We will never truly know what happened in that Detroit hotel room last month where Soundgarden singer Chris Cornell was found dead of what authorities deemed a suicide. But on Wednesday (June 28) Cornell's widow, Vicky Cornell, peeled back the curtain on what sounds like her husband's troubled state of mind before his death.

Vicky Cornell still takes issue with the coroner's determination that the 52-year-old rock icon killed himself on May 18 by hanging himself in his hotel bathroom, telling People magazine that she fears she missed some obvious signs that Cornell had possibly slipped back into addiction, or at least made a poor choice in mixing medications before his death.

"My Chris was happy, loving, caring and warm," she told the magazine. "This was not a depressed man -- it wasn't like I missed that. What I missed were the signs of addiction." Cornell had been open about his life-long struggle with substance abuse that began in his early teens, but hadn't relapsed since 2009, according to Vicky. A toxicology report obtained by TMZ read that Cornell had Naloxone, the sedative Butalbital, Ativan, the decongestant Pseudoephedrine and barbiturates in his system at his time of death.

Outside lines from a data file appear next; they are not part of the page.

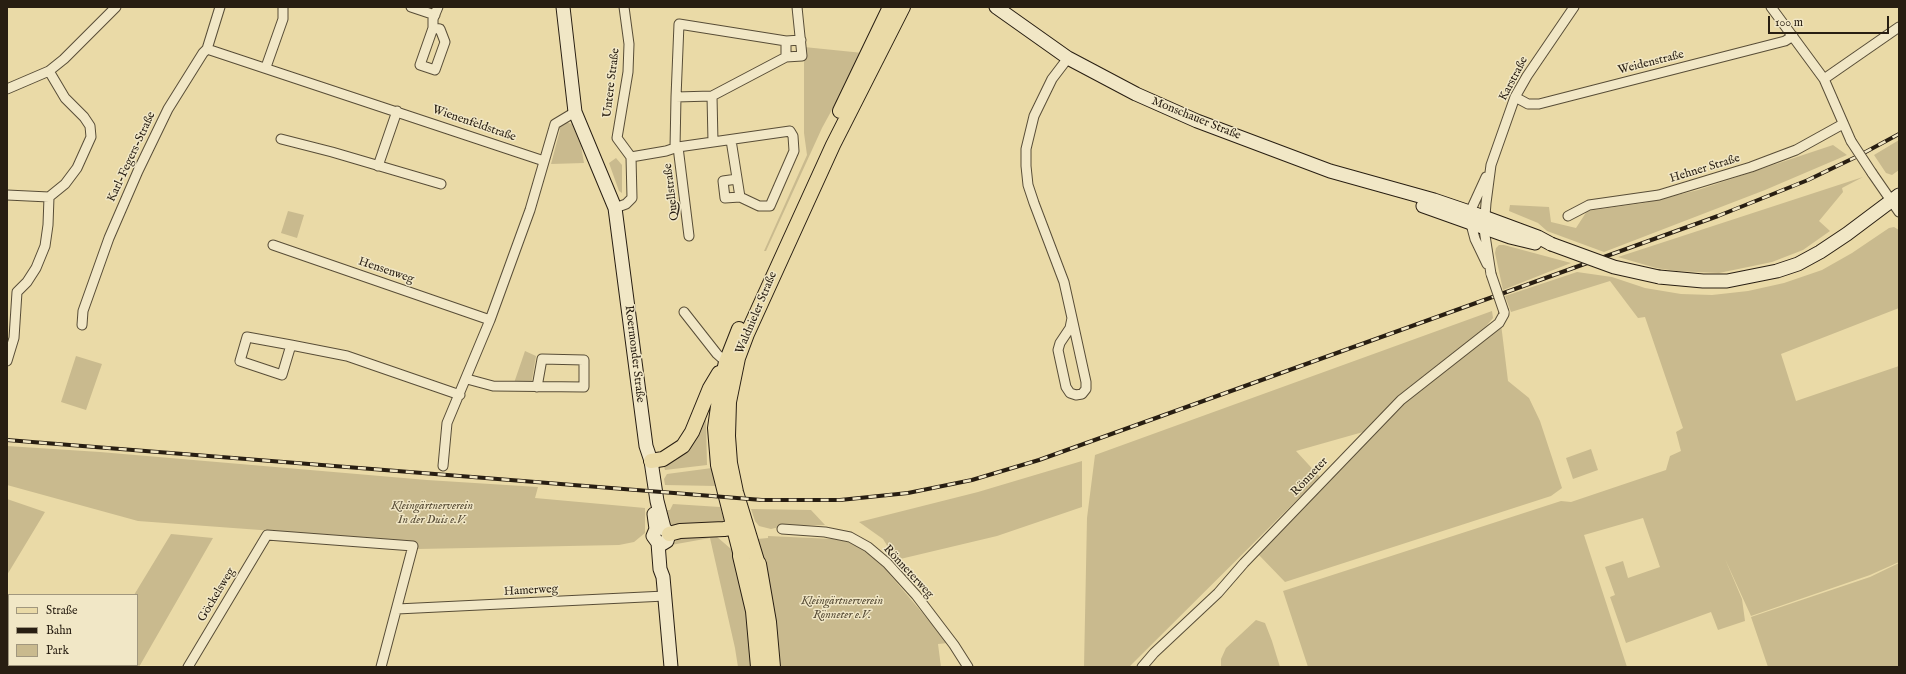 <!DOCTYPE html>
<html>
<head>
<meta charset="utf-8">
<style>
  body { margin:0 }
  #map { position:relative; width:1906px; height:674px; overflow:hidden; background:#eadaa7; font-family:"IM FELL English",serif }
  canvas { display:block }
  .frame { position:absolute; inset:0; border:8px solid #281e12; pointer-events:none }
  .legend { position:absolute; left:8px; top:594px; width:130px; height:72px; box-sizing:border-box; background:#f1e7c6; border:1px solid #a1977e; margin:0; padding:5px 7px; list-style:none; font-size:12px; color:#281e12 }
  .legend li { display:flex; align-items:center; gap:8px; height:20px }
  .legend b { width:20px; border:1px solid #a1977e }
  .scale { position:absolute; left:1768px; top:16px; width:121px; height:18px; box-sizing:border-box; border:2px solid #281e12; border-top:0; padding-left:5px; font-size:12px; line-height:14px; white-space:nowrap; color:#281e12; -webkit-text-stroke:3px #f1e7c6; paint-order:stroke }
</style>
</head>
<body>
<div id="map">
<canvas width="1906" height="674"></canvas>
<div class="frame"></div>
<ul class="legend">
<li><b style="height:5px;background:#eadaa7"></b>Straße</li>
<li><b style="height:5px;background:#281e12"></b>Bahn</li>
<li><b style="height:11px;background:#c9ba8e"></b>Park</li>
</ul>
<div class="scale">100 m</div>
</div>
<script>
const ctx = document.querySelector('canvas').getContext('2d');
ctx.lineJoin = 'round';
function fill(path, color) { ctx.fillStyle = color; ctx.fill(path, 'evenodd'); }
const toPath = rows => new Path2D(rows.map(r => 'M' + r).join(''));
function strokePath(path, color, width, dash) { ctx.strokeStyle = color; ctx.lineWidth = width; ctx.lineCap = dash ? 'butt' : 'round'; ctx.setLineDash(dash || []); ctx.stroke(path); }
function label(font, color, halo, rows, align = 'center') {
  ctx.font = font + ' "IM FELL English",serif'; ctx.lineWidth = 3; ctx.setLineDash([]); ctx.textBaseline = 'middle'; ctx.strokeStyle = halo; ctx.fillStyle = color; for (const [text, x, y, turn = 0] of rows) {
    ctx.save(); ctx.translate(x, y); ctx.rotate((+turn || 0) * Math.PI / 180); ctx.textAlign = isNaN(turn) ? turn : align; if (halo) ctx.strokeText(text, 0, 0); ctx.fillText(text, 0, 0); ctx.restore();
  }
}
fill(toPath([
  [804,47,863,53,822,128,766,251,764,251,807,155,804,133],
  [566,122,572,124,581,146,584,163,551,164,560,130,559,129,560,126],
  [1899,140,1899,170,1892,175,1886,173,1874,155],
  [1833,145,1847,155,1765,190,1604,252,1547,231,1538,223,1509,211,1510,205,1549,207,1551,222,1576,228,1587,211,1644,203,1698,190],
  [616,158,622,165,622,193,619,191,609,163],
  [1863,177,1842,188,1843,192,1819,221,1830,231,1803,250,1772,262,1719,273,1677,271,1656,268,1618,257],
  [288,211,304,215,297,238,281,233],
  [1894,227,1899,230,1899,308,1781,354,1796,401,1899,366,1899,562,1870,575,1751,616,1725,559,1742,599,1745,621,1718,630,1711,612,1626,643,1610,597,1615,595,1605,567,1623,561,1628,578,1660,567,1643,518,1584,535,1627,667,1308,667,1283,591,1561,501,1571,502,1666,470,1670,456,1681,451,1676,432,1683,428,1645,317,1638,318,1610,281,1511,312,1505,296,1577,272,1612,277,1645,288,1681,294,1712,295,1748,291,1784,283,1822,270,1852,253,1889,228],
  [1499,245,1504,245,1571,263,1503,290,1495,253,1496,248],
  [1492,311,1493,318,1483,330,1400,394,1363,432,1296,451,1320,477,1129,667,1084,667,1087,518,1095,455],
  [1501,324,1508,381,1529,398,1540,421,1562,488,1551,496,1285,582,1257,553,1414,393],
  [525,351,536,356,532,380,531,382,514,383],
  [76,356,102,364,86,410,61,402],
  [704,417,706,420,707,465,665,470,663,463],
  [7,446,100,452,427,480,538,487,535,498,645,508,645,533,634,542,619,545,418,549,410,541,138,521,7,485],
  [1591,449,1598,470,1573,479,1566,458],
  [1082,461,1082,507,997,536,896,560,883,539,859,522,978,492],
  [712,468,716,486,665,485,664,479,667,474],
  [7,499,45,512,7,575],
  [673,504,720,507,726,526,672,530,668,520,667,510,670,510],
  [751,509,811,510,825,525,784,526,771,529,759,526,755,521],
  [171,534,213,538,139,667,58,667,60,665,137,665,137,595,134,595],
  [716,536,731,549,738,560,757,667,738,667,735,648,710,538,671,545,681,537],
  [768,536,833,539,852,543,874,556,948,643,938,644,941,667,776,667,757,539,768,538],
  [1899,563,1899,667,1768,667,1751,617,1870,577],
  [1256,620,1265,623,1272,641,1280,667,1221,667,1221,659,1226,648]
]), '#c9ba8e');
const street = toPath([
  [411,7,435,15],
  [1771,7,1824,79,1851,141],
  [433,28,440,29,445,42,435,70,420,65,433,28,433,19,438,7],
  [786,41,786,57,802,56,797,7],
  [207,49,544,161],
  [1068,58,1052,79,1034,116,1026,149,1026,166,1028,185,1034,203,1064,282,1072,318,1086,382,1086,389,1082,394,1076,395,1070,393,1066,387,1058,350,1060,343,1070,328,1072,318],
  [266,67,283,19,283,7],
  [1824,79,1899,27],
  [7,89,49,71,64,59,116,7],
  [712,96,786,57],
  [676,97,679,24,786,41,801,40],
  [1515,97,1528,104,1539,104,1785,41,1793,36],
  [281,139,332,152,441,184],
  [678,147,689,236],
  [675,148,676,97,712,96,713,142],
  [631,157,666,151,678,147,790,131,793,136,794,151,770,206,759,206,740,197,731,140],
  [378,166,397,111],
  [1872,173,1899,212],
  [1486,177,1470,212,1471,224,1475,239,1487,264],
  [737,179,723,181,725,198,740,197],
  [7,195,49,197,65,184,77,168,91,137,90,126,84,117,65,98,49,71],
  [615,208,626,204,632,198,631,157,617,138,628,72,629,44,624,7],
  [1568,216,1589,205,1659,195,1751,167,1796,150,1843,124],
  [273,245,490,320],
  [1491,274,1484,229,1486,203,1491,165,1515,97,1527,76,1574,7],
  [684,312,717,354,726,362],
  [82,325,83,311,109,238,138,171,168,109,203,53,207,49,220,7],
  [291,345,282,375,240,361,247,337,291,345,347,356,460,395],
  [7,361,14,338,17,292,27,282,36,268,45,246,48,225,49,197],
  [467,379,493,386,584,387,584,360,542,359,537,387],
  [443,466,447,423,490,320,530,210,555,124,575,112],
  [782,529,825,532,850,537,868,547,887,563,916,595,954,645,968,667],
  [397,609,665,596],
  [188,667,267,535,413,546,381,667],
  [1142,667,1154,653,1218,593,1244,563,1401,400,1499,323,1504,314,1504,312]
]);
const secondary = toPath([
  [563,7,575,112,615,208,646,446,651,461,657,501,664,528,669,534,667,541,662,544,658,543],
  [996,7,1068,58,1136,94,1197,121,1330,171,1434,200,1484,217,1538,237,1551,244],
  [1423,206,1510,237,1535,243],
  [1659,277,1703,281,1727,281,1777,271,1798,264,1820,252,1847,234,1899,195],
  [654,514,656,529,653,536,658,543,660,569,663,577,671,667]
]);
const primary = toPath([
  [840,111,890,7],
  [739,329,726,362,721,385,715,428,718,465,741,556],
  [651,461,663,459,683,446,692,432,710,388,719,373],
  [669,534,680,531,724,529,742,526],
  [758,564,736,492,730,463,728,436,729,402,738,358,747,334,833,145,903,7]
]);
const highway = toPath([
  [741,556,754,611,759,667],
  [758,564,768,622,772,667]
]);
strokePath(street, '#584d37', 11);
strokePath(secondary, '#281e12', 15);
strokePath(primary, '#281e12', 16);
strokePath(highway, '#281e12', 18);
strokePath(street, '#f1e7c6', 9);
strokePath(secondary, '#f1e7c6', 13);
strokePath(primary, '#eadaa7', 14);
strokePath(highway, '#eadaa7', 16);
const rail = toPath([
  [7,440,762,500,840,500,908,493,972,480,1039,460,1718,216,1808,180,1860,155,1899,134]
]);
strokePath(rail, '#281e12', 4);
strokePath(rail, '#f1e7c6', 2.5, [8]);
const streetBridge = toPath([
  [1851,141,1872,173],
  [1491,274,1504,312]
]);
const secondaryBridge = toPath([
  [1551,244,1614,267,1659,277]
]);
strokePath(streetBridge, '#584d37', 11, []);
strokePath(secondaryBridge, '#281e12', 15, []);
strokePath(streetBridge, '#f1e7c6', 9);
strokePath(secondaryBridge, '#f1e7c6', 13);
label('12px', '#281e12', '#f1e7c6', [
  ["Weidenstraße",1651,63,-14],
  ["Karstraße",1514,79,-62],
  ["Untere Straße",612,83,-83],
  ["Monschauer Straße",1196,119,22],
  ["Wienenfeldstraße",474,124,19],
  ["Karl-Fegers-Straße",132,157,-65],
  ["Hehner Straße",1705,169,-17],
  ["Quellstraße",672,192,-97],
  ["Hensenweg",386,271,19],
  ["Waldnieler Straße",757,313,-67],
  ["Roermonder Straße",634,354,83],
  ["Rönneter",1310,477,-47],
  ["Rönneterweg",908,572,47],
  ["Hamerweg",531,591,-3],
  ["Göckelsweg",217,595,-59]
]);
label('italic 12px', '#584d37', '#f1e7c6', [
  ["Kleingärtnerverein",432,507],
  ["In der Duis e.V.",432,521],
  ["Kleingärtnerverein",842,602],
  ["Rönneter e.V.",842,616]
]);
</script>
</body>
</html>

Vicky Cornell says she still has not gotten an explanation from the medical examiner's office about why they ruled Chris' death a suicide just hours after his death, well before full autopsy or toxicology results were released, and before considering the possibility that drugs in his system may have altered his state of mind.

"He didn't want to die," she told People. "If he was of sound mind, I know he wouldn't have done this." Vicky points to a possible drug relapse, or at least a deadly, accidental combination of several drugs as potentially altering Cornell's state of mind a short time after Soundgarden played a show in Detroit that night. Addiction psychiatrist Dr. Benjamin Nordstrom told the magazine that it's "hard to overstate how unpredictable the effects of mixing various mind-altering substances can be. Some of these combinations, especially those that involve sedative drugs, can lead to levels of impairment that are far out of proportion to what would have happened if the drugs were taken separately."

Vicky said her husband was normally a very "humble, sweet, kind and good, with the patience of saint." In previous interviews, though, she's said he seemed a bit short, confused and irritated during their final phone conversation on the night of his death. Though she believes Chris had been sober since 2009, she wonders if maybe she missed some signs that he'd fallen off the wagon. "I relaxed, I guess," she said.

Even after Cornell received a prescription for the anti-anxiety drug Ativan last year -- also used as a sleep aid in some cases -- Vicky said he still seemed tired. "That was a sign something was off," she said. "Addiction is a disease. That disease can take over you and has full power."